[Data extracted from a collection]
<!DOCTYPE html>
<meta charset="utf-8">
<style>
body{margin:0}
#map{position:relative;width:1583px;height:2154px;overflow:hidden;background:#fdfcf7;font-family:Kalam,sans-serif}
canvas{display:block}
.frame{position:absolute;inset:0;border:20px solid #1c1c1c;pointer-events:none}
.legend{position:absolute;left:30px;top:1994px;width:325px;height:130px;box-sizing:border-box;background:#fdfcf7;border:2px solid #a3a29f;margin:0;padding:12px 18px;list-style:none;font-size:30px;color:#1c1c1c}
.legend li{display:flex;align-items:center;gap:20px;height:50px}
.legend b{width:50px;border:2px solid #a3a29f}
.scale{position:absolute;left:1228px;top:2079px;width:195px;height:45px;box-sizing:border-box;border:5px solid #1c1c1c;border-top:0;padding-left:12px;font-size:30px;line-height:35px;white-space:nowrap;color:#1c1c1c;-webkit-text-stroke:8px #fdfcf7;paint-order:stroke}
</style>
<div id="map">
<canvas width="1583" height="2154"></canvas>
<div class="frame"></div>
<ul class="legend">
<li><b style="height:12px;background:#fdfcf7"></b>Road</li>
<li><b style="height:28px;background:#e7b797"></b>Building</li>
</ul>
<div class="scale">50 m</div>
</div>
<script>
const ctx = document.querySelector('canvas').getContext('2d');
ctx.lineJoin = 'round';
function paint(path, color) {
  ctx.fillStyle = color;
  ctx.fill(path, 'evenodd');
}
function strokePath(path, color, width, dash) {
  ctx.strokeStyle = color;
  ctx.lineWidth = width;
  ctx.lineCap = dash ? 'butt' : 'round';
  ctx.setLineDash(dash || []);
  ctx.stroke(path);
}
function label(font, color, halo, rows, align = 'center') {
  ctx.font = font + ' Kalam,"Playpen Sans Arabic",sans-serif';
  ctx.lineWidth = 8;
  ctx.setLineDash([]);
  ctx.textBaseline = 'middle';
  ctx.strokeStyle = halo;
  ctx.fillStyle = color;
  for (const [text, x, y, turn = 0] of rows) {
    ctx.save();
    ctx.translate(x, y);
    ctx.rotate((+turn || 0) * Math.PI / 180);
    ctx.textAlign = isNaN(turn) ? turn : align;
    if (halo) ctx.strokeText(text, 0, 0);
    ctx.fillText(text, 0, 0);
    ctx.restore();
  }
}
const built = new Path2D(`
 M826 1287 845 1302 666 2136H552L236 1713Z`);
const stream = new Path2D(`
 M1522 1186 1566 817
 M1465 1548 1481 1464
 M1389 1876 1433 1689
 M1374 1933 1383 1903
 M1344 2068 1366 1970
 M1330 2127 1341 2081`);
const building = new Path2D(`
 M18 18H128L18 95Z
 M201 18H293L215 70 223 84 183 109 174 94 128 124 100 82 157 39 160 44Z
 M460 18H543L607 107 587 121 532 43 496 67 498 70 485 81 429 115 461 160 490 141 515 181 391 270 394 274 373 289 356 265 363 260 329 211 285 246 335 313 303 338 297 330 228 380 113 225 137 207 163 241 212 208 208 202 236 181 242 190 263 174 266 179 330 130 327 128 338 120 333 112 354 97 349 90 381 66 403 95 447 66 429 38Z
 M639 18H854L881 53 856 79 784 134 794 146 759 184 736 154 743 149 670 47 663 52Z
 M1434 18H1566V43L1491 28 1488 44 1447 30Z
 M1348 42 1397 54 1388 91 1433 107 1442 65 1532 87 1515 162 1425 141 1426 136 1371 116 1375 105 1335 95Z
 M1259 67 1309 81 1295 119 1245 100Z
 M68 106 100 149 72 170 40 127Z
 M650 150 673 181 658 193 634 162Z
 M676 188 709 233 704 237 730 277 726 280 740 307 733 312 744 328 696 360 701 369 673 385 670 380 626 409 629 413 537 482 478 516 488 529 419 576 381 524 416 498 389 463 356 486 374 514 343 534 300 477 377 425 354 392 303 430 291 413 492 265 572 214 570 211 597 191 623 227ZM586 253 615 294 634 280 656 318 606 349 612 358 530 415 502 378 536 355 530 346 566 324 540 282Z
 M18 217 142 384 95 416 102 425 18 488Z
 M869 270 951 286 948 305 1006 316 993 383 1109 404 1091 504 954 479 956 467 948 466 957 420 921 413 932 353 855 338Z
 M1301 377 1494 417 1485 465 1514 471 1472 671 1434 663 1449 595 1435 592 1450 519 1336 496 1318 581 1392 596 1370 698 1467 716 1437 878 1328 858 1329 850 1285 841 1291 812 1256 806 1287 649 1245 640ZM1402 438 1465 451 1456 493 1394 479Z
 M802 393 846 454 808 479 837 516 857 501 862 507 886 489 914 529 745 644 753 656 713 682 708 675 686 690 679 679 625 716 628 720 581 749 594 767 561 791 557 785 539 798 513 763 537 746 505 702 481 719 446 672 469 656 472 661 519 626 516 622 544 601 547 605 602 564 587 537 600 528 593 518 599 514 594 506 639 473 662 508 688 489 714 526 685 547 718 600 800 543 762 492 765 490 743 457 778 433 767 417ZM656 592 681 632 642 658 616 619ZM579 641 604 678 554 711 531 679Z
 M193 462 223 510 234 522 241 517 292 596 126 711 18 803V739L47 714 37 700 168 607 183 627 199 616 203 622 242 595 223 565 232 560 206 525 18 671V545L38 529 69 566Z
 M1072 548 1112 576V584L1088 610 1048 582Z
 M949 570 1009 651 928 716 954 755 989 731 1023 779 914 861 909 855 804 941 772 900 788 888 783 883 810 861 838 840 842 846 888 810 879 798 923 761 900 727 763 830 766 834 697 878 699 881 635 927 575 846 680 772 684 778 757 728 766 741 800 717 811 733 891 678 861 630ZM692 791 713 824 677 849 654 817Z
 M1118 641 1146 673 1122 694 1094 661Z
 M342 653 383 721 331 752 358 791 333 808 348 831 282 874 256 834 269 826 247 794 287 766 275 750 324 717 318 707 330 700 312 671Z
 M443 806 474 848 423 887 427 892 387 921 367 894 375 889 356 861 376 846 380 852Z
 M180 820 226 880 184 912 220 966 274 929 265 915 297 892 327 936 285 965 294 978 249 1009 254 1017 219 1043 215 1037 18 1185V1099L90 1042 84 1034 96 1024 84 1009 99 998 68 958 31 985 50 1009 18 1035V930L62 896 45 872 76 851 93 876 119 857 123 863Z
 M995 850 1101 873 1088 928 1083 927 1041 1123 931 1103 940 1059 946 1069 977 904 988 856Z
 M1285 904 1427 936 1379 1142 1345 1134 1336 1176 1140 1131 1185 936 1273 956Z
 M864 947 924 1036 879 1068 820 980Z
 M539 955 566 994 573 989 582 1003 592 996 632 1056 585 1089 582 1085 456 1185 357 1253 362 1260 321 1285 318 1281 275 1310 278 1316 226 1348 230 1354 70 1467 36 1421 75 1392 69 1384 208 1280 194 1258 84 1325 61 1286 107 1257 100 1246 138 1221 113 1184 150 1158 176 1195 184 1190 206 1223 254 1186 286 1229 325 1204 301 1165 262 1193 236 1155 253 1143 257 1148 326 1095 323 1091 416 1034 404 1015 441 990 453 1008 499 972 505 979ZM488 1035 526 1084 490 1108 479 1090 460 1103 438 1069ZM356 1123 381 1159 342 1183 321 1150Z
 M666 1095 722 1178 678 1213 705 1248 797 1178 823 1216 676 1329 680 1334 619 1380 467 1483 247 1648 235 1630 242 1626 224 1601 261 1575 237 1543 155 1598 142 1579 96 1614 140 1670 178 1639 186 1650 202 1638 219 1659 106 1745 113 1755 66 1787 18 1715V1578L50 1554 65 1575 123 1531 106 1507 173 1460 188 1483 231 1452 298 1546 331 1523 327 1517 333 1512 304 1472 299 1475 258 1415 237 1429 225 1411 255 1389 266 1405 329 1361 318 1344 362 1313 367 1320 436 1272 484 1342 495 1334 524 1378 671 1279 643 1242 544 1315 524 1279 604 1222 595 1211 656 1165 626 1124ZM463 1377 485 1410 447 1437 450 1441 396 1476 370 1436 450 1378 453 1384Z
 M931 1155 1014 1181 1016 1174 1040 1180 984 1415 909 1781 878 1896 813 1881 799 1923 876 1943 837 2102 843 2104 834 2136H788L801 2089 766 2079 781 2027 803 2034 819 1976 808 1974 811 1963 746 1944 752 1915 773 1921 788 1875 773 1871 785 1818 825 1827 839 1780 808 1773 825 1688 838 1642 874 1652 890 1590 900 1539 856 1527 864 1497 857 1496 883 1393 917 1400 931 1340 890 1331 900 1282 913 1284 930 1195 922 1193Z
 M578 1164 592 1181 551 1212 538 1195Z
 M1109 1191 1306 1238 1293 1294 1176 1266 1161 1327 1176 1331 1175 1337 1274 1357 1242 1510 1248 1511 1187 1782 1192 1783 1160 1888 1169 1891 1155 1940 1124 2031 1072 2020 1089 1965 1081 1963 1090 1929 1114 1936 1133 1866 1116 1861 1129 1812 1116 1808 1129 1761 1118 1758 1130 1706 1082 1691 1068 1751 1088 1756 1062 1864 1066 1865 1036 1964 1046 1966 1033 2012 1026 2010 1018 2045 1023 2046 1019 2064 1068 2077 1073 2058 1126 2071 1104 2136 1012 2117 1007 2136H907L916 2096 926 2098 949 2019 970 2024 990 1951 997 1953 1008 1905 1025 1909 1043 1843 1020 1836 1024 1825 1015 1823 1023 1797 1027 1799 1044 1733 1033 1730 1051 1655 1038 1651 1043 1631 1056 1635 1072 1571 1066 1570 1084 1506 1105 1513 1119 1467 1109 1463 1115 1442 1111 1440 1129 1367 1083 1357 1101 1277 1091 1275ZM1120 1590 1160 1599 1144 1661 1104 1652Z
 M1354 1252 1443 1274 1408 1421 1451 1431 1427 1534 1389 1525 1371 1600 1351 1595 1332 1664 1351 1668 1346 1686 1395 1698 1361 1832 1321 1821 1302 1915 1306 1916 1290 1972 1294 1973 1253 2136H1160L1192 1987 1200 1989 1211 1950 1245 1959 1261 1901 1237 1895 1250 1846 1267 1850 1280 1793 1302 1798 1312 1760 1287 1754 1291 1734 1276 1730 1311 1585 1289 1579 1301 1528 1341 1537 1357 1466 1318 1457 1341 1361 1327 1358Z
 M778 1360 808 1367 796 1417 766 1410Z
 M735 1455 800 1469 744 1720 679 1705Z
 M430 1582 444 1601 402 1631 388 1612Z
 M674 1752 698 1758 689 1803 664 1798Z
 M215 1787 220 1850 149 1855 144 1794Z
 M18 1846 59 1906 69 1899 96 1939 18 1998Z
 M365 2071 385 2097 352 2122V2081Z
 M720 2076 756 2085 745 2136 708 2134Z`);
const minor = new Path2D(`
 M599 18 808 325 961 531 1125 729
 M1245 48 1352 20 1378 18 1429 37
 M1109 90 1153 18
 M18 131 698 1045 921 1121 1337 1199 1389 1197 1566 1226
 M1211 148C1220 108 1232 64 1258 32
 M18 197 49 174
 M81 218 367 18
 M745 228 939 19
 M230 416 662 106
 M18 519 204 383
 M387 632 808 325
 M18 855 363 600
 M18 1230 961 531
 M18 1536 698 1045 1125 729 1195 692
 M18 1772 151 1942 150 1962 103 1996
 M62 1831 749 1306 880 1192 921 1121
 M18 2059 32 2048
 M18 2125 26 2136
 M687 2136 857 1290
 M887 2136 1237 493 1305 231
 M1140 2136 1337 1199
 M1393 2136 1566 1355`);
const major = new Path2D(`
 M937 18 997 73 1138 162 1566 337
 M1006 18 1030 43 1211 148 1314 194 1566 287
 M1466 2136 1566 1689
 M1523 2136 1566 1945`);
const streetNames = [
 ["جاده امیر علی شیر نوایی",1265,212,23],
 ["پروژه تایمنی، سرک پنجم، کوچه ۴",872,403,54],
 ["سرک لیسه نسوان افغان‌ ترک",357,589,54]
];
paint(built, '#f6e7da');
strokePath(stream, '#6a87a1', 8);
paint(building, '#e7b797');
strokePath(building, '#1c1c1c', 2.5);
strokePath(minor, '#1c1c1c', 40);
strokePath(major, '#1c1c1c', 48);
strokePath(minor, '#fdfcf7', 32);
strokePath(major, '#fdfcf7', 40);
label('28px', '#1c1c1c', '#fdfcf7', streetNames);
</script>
---
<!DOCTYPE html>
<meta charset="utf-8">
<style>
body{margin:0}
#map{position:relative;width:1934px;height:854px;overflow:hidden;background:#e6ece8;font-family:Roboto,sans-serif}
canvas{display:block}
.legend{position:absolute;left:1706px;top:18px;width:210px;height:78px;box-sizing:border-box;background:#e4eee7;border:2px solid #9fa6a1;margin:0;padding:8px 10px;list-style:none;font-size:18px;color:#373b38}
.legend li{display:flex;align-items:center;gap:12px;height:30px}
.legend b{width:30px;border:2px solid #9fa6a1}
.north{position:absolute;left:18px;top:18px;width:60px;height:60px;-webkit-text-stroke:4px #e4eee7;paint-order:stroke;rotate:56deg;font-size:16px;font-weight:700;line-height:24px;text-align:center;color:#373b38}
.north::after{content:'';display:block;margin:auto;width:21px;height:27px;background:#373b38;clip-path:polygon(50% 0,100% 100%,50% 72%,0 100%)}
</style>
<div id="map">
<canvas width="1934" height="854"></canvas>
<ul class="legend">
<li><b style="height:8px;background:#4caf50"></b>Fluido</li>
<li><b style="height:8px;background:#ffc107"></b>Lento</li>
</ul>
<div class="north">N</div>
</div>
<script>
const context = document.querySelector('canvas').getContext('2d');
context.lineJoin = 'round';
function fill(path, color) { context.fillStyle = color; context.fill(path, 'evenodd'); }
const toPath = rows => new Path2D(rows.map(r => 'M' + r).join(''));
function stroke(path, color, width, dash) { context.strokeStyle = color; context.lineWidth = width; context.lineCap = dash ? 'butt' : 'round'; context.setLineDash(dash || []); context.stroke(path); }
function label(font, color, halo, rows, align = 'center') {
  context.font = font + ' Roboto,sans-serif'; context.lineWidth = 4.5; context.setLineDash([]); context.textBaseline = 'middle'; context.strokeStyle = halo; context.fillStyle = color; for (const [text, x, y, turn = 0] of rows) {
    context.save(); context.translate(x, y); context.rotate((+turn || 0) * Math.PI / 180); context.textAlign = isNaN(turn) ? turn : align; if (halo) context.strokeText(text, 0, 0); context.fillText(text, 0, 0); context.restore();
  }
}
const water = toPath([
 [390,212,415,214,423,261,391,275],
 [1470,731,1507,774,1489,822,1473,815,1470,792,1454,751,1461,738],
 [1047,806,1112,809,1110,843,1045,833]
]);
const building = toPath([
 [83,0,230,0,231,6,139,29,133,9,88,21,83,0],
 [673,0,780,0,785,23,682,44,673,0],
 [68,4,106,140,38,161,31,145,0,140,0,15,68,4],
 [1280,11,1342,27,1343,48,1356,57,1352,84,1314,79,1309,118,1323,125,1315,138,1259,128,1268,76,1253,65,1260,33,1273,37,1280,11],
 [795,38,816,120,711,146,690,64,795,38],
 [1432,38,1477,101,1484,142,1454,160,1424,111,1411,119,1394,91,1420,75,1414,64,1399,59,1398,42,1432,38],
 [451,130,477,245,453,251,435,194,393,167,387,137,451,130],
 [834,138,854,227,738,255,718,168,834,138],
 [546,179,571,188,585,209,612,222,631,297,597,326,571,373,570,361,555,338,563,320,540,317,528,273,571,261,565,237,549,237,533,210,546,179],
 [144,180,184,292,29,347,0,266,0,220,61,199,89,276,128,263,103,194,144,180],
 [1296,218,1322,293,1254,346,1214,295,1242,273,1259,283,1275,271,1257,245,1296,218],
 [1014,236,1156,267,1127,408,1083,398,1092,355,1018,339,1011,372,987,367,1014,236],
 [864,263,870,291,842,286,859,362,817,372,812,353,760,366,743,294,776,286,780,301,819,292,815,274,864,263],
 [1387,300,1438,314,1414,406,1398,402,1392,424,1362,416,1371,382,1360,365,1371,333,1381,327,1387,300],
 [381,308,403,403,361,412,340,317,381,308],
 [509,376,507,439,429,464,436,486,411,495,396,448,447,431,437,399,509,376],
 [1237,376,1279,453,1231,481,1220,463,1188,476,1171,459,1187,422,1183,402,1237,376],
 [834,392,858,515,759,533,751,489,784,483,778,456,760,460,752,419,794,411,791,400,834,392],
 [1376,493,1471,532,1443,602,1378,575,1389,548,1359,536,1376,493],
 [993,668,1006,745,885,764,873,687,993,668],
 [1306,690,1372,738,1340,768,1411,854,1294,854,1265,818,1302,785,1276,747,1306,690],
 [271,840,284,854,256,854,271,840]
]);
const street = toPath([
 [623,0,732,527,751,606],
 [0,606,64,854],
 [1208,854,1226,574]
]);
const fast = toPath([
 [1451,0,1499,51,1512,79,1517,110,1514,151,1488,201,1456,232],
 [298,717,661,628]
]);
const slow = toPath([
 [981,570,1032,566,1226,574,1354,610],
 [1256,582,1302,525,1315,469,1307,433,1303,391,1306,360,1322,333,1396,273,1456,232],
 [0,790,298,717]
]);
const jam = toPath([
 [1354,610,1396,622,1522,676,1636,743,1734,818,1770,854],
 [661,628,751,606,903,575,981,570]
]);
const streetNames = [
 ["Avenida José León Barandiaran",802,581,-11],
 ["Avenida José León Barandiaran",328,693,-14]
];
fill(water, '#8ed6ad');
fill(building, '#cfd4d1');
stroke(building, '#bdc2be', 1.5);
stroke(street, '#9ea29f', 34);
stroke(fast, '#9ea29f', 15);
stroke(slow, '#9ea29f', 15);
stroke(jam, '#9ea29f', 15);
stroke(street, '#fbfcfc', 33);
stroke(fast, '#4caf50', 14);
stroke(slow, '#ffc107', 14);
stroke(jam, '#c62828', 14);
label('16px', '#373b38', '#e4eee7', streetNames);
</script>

• **Required work**: For every line of the records that has the word "querySelector" in it, make a copy.

• **Solution to this exercise**:
const ctx = document.querySelector('canvas').getContext('2d');
const context = document.querySelector('canvas').getContext('2d');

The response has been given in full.